What this task involves
Within the data that follows, how many lines carry the string "compass"? Give the number alone.
-------
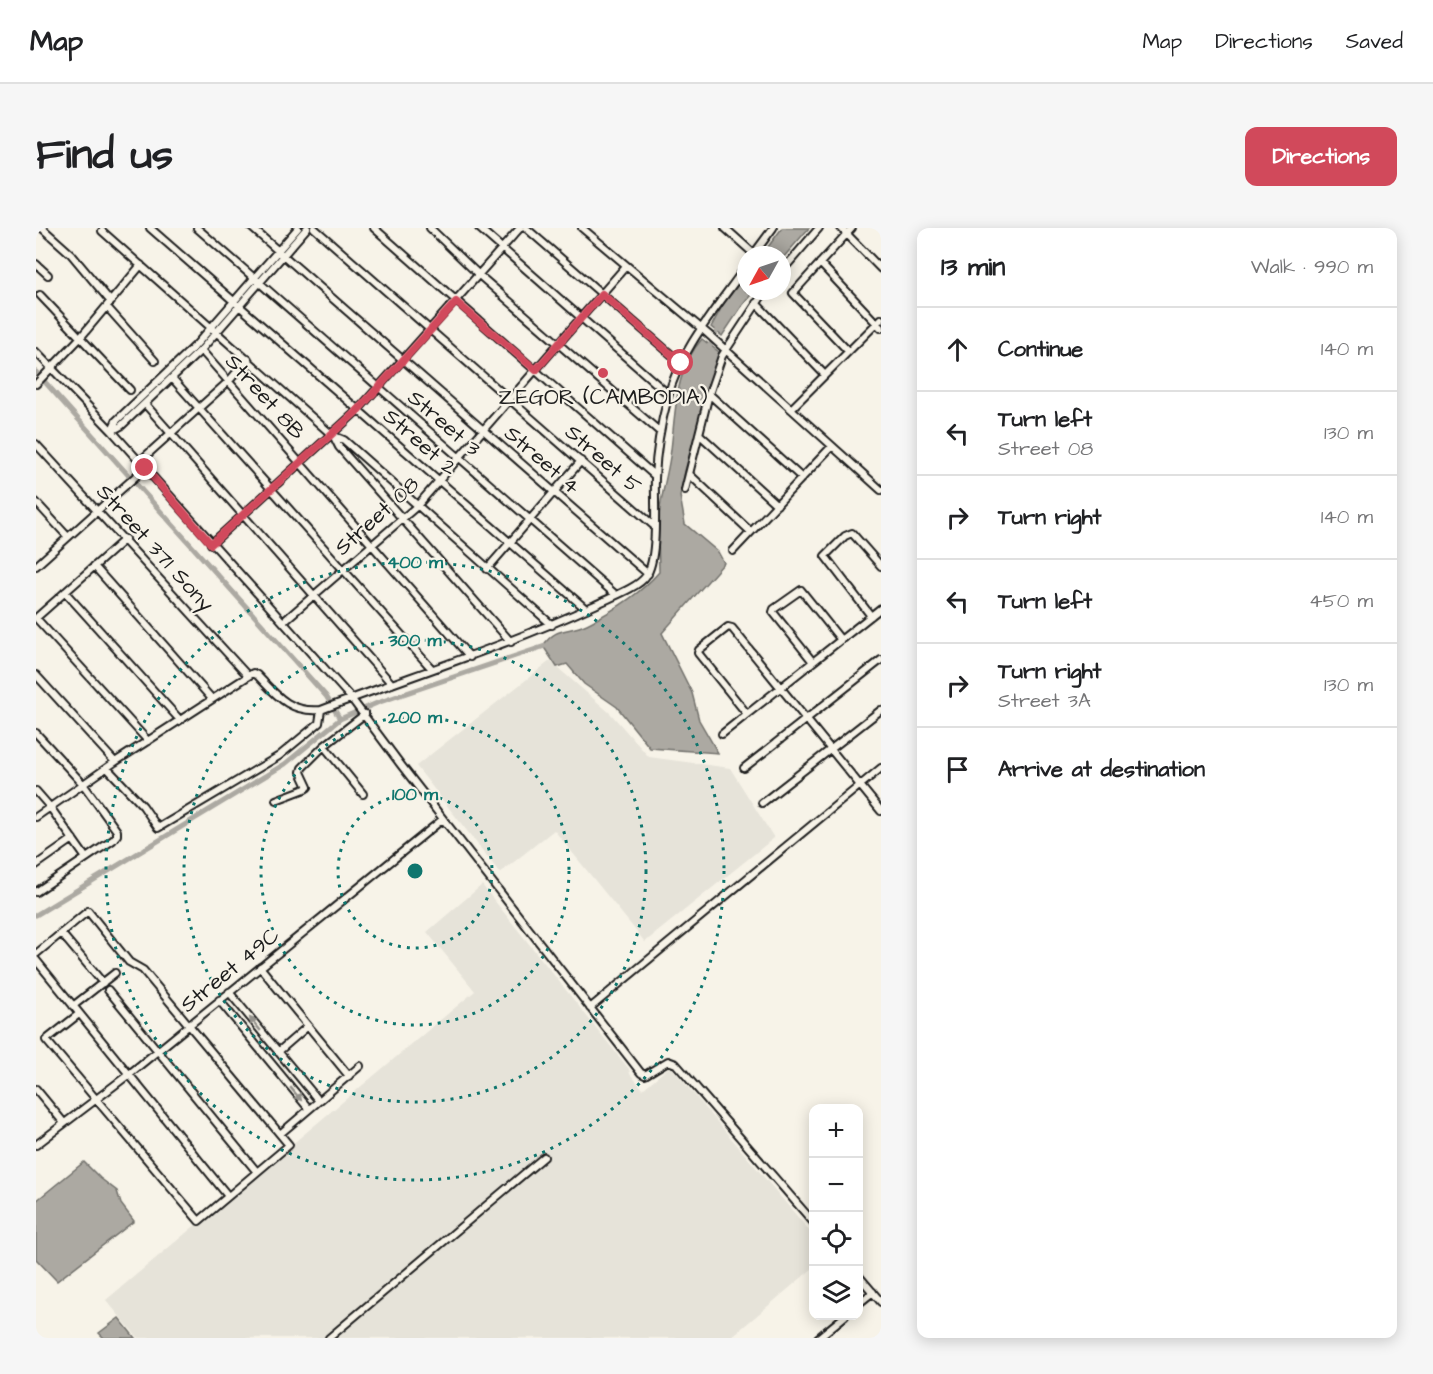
<!DOCTYPE html>
<meta charset="utf-8">
<style>
:root{--surface:#fff;--page:#f6f6f6;--text:#202124;--muted:#757577;--line:#e0e0e0;--accent:#d1495b}
body{margin:0;font-family:"Architects Daughter",sans-serif;background:var(--page);color:var(--text)}
.controls{position:absolute;right:18px;bottom:18px;display:grid;overflow:hidden;border-radius:12px;box-shadow:0 3px 15px #0003}
.controls button{width:54px;height:54px;display:grid;place-items:center;padding:0;border:0;border-bottom:2px solid var(--line);background:var(--surface);color:var(--text);font:30px sans-serif}
.compass{position:absolute;left:701px;top:18px;width:54px;height:54px;border-radius:50%;background:var(--surface);box-shadow:0 3px 15px #0003;rotate:230deg}
.stop{position:absolute;width:18px;height:18px;margin:-14px;border:4px solid #d1495b;border-radius:50%;background:#fff}
.stop.end{background:#d1495b;border-color:#fff;box-shadow:0 2px 6px #0008}
.list{margin:0;padding:0;list-style:none}
h2{display:flex;justify-content:space-between;align-items:center;height:78px;margin:0;padding:0 24px;font-size:26px}
h2 small{font-size:20px;font-weight:400;color:var(--muted)}
.list li{display:grid;grid-template-columns:39px 1fr auto;gap:18px;align-items:center;box-sizing:border-box;height:84px;padding:0 24px;border-top:2px solid var(--line)}
.list b{display:block;font-size:22px;white-space:nowrap}
.list p{margin:0;font-size:20px;white-space:nowrap;color:var(--muted)}
.list em{font-size:20px;font-style:normal;color:var(--muted)}
.icon{flex:none;width:33px;height:33px;fill:none;stroke:currentColor;stroke-width:2;stroke-linecap:round;stroke-linejoin:round}
.map{position:relative;flex:none;width:845px;height:1110px;overflow:hidden;border-radius:12px}
header{display:flex;align-items:center;gap:36px;box-sizing:border-box;height:84px;padding:0 30px;background:var(--surface);border-bottom:2px solid var(--line)}
header strong{font-size:28px}
nav{display:flex;gap:33px;margin-inline-start:auto;font-size:21px}
.intro{display:flex;align-items:center;justify-content:space-between;box-sizing:border-box;height:144px;padding:0 36px}
h1{margin:0;font-size:42px}
.button{padding:15px 27px;border-radius:12px;background:var(--accent);color:#fff;font-size:21px;font-weight:700}
main{display:flex;gap:36px;padding:0 36px}
aside{flex:1;background:var(--surface);border-radius:12px;box-shadow:0 3px 15px #0003}
.map>svg:first-child{display:block}
</style>
<header>
<strong>Map</strong>
<nav><a>Map</a><a>Directions</a><a>Saved</a></nav>
</header>
<div class="intro"><h1>Find us</h1><a class="button">Directions</a></div>
<main>
<div class="map">
<svg width="845" height="1110" viewBox="0 0 845 1110">
<rect width="100%" height="100%" fill="#f7f3e8"/>
<filter id="ink" filterUnits="userSpaceOnUse"><feTurbulence type="fractalNoise" baseFrequency=".0167" numOctaves="2"/><feDisplacementMap in="SourceGraphic" scale="12" xChannelSelector="R" yChannelSelector="G"/><feConvolveMatrix kernelMatrix="1 2 1 2 8 2 1 2 1" color-interpolation-filters="sRGB"/></filter>
<g filter="url(#ink)">
<!-- built -->
<path fill="#e6e3d9" d="M514,433L574,485L613,529L694,540L738,610L609,714L518,602L464,645L380,538Z
M446,657L593,841L594,846L607,861L634,838L777,1007V1040L694,1110H102L70,1072L439,763L391,704Z"/>
<!-- water -->
<path fill="#aca9a2" stroke="#72716c" stroke-width="1.5" d="M746,0H773L746,31V27H726Z
M710,47V63H718L706,78L686,108L675,99L688,75Z
M666,111L683,124L649,243L644,268L649,296L682,324L688,335L626,405L656,465L663,492L682,525L614,520L581,479L548,456L531,436L521,439L507,418C520,398 532,405 551,396C577,383 605,365 623,344C623,326 621,306 623,288C625,268 631,249 634,229C640,189 637,143 666,111Z
M48,934L64,950L81,963L85,976L98,993L21,1053L0,1031V973Z
M83,1090L99,1110H68L63,1105Z"/>
<g fill="none" stroke-linecap="round" stroke-linejoin="round">
<!-- canal -->
<path stroke="#aca9a2" stroke-width="5" d="M672,122L683,98
M0,144L290,468L304,491
M0,687L249,536L304,491L341,475L512,417"/>
<!-- minor casing -->
<g stroke="#1c1c1c" stroke-width="10">
<path id="minor" d="M6,0L35,26L75,74
M114,0L550,381
M161,0L580,367
M216,0L612,346
M278,0L617,297
M338,0L619,248
M394,0L443,47L624,204
M443,0L632,166
M490,0L645,135
M546,0L672,106L845,262
M689,0L718,26
M805,0L845,41
M66,3L296,207L308,212L516,397
M717,27L737,0
M784,35L845,100
M0,36L12,47
M746,43L783,0
M4,67L94,162
M720,75L788,146
M71,79L119,133
M165,122L434,429
M812,123L757,65L816,0
M0,124L76,203L315,470L365,537L605,845L609,847L632,833L640,836L778,995
M136,150L396,441
M0,156L44,110L105,37
M673,166L766,250
M109,176L356,456
M755,181L845,91
M76,202L80,193L159,118L262,0
M76,203L85,198L165,122L271,0
M663,206L741,277
M297,207L303,219L475,414
M0,216L212,448
M103,234L193,153L212,131
M653,246L715,304
M649,262L673,166L686,128L729,63
M0,274L32,309
M175,316L322,182L484,0
M697,323L796,218
M0,338L109,240
M58,338L176,471
M451,341L545,233
M29,364L144,492
M835,388L789,328L809,308L816,305L845,338
M0,390L112,513
M0,390L89,311
M247,394L381,278L590,38
M777,434L737,384L738,381L765,362L805,412
M0,447L79,534
M711,486L662,425L663,422L692,399L696,400L845,583
M0,505L47,556L81,603V607L77,612L0,664
M686,506L845,380
M71,540L107,578L122,600L243,528L283,495L285,482
M708,540L845,432
M0,563L14,579L50,630
M327,566L288,518L329,486
M240,572L269,561L272,559L265,544L266,540L288,518
M726,575L845,482
M0,589L79,534L217,445L221,447C241,468 254,485 285,482C377,447 470,418 559,377C573,370 602,360 610,348C623,330 618,273 619,250C620,222 625,195 632,169C643,123 683,77 710,38
M0,637L37,611
M25,705L67,755
M0,726L52,683L93,734L107,742L253,917L163,993L10,812L43,786
M0,732L192,968
M224,739L313,848
M72,762L221,944
M193,764L283,873
M183,772L273,881
M37,778L79,745
M554,780L845,540
M242,824L272,798
M0,861L28,895
M244,906L324,838
M0,917L92,847L407,591
M822,1047L845,1074
M822,1076L837,1064
M293,1110L508,929
M782,1110L809,1088"/>
</g>
<!-- minor -->
<use href="#minor" stroke="#f7f3e8" stroke-width="6"/>
</g>
<!-- one-way arrows -->
<defs><path id="oneway-solid" d="M-6-.8H1V-3.2L6.5 0L1 3.2V.8H-6Z" transform="scale(1.5)"/></defs>
<g fill="#94928c">
<use href="#oneway-solid" transform="translate(219 796) rotate(-130)"/>
<use href="#oneway-solid" transform="translate(260 866) rotate(50)"/>
</g>
</g>
<g fill="none" stroke-linecap="round" stroke-linejoin="round" filter="url(#ink)">
<!-- route -->
<path stroke="#d1495b" stroke-width="8" d="M109,240L175,316L322,182L420,74L500,142L566,66L645,135"/>
</g>
<!-- distance rings -->
<g fill="none" stroke="#0f766e" stroke-width="3" stroke-dasharray="3 6">
<circle cx="379" cy="643" r="77"/>
<circle cx="379" cy="643" r="154"/>
<circle cx="379" cy="643" r="231"/>
<circle cx="379" cy="643" r="309"/>
</g>
<!-- markers -->
<circle fill="#d1495b" stroke="#f7f3e8" stroke-width="2" cx="567" cy="145" r="6"/>
<g text-anchor="middle" stroke-width="4.5" stroke-linejoin="round" paint-order="stroke">
<!-- street labels -->
<g font-size="22" fill="#1c1c1c" stroke="#f7f3e8">
<text transform="translate(230 168) rotate(48)" y="8">Street 8B</text>
<text transform="translate(409 194) rotate(41)" y="8">Street 3</text>
<text transform="translate(385 213) rotate(41)" y="8">Street 2</text>
<text transform="translate(568 230) rotate(41)" y="8">Street 5</text>
<text transform="translate(507 231) rotate(41)" y="8">Street 4</text>
<text transform="translate(340 287) rotate(-42)" y="8">Street 08</text>
<text transform="translate(120 319) rotate(48)" y="8">Street 371 Sony</text>
<text transform="translate(193 741) rotate(-39)" y="8">Street 49C</text>
</g>
<!-- poi labels -->
<g font-size="22" fill="#1c1c1c" stroke="#f7f3e8">
<text x="567" y="176">ZEGOR (CAMBODIA)</text>
</g>
</g>
<circle cx="379" cy="643" r="9" fill="#0f766e" stroke="#f7f3e8" stroke-width="3"/>
<g font-size="18" text-anchor="middle" font-weight="bold" fill="#0f766e" stroke="#f7f3e8" stroke-width="4.5" stroke-linejoin="round" paint-order="stroke">
<text x="379" y="340">400 m</text>
<text x="379" y="418">300 m</text>
<text x="379" y="495">200 m</text>
<text x="379" y="572">100 m</text>
</g>
</svg>
<div class="controls">
<button>+</button>
<button>−</button>
<button><svg class="icon" aria-label="locate" viewBox="0 0 24 24"><circle cx="12" cy="12" r="6"/><path d="M12 2v4M12 18v4M2 12h4M18 12h4"/></svg></button>
<button><svg class="icon" aria-label="layers" viewBox="0 0 24 24"><path d="M12 4l9 5-9 5-9-5zM3 14l9 5 9-5"/></svg></button>
</div>
<svg class="compass" viewBox="-18 -18 36 36"><path d="M0-13l5 13h-10z" fill="#e53935"/><path d="M0 13l5-13h-10z" fill="#757577"/></svg>
<div class="stop" style="left:645px;top:135px"></div>
<div class="stop end" style="left:109px;top:240px"></div>
</div>
<aside>
<h2>13 min<small>Walk · 990 m</small></h2>
<ul class="list">
<li><svg class="icon" aria-label="ahead" viewBox="0 0 24 24"><path d="M12 20V5M6 11l6-6 6 6"/></svg><div><b>Continue</b></div><em>140 m</em></li>
<li><svg class="icon" aria-label="left" viewBox="0 0 24 24"><path d="M17 20v-9H6M10 6l-5 5 5 5"/></svg><div><b>Turn left</b><p>Street 08</p></div><em>130 m</em></li>
<li><svg class="icon" aria-label="right" viewBox="0 0 24 24"><path d="M7 20v-9h11M14 6l5 5-5 5"/></svg><div><b>Turn right</b></div><em>140 m</em></li>
<li><svg class="icon" aria-label="left" viewBox="0 0 24 24"><path d="M17 20v-9H6M10 6l-5 5 5 5"/></svg><div><b>Turn left</b></div><em>450 m</em></li>
<li><svg class="icon" aria-label="right" viewBox="0 0 24 24"><path d="M7 20v-9h11M14 6l5 5-5 5"/></svg><div><b>Turn right</b><p>Street 3A</p></div><em>130 m</em></li>
<li><svg class="icon" aria-label="arrive" viewBox="0 0 24 24"><path d="M6 21V4h12l-3 4 3 4H6"/></svg><div><b>Arrive at destination</b></div></li>
</ul>
</aside>
</main>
-------
Result for this task
2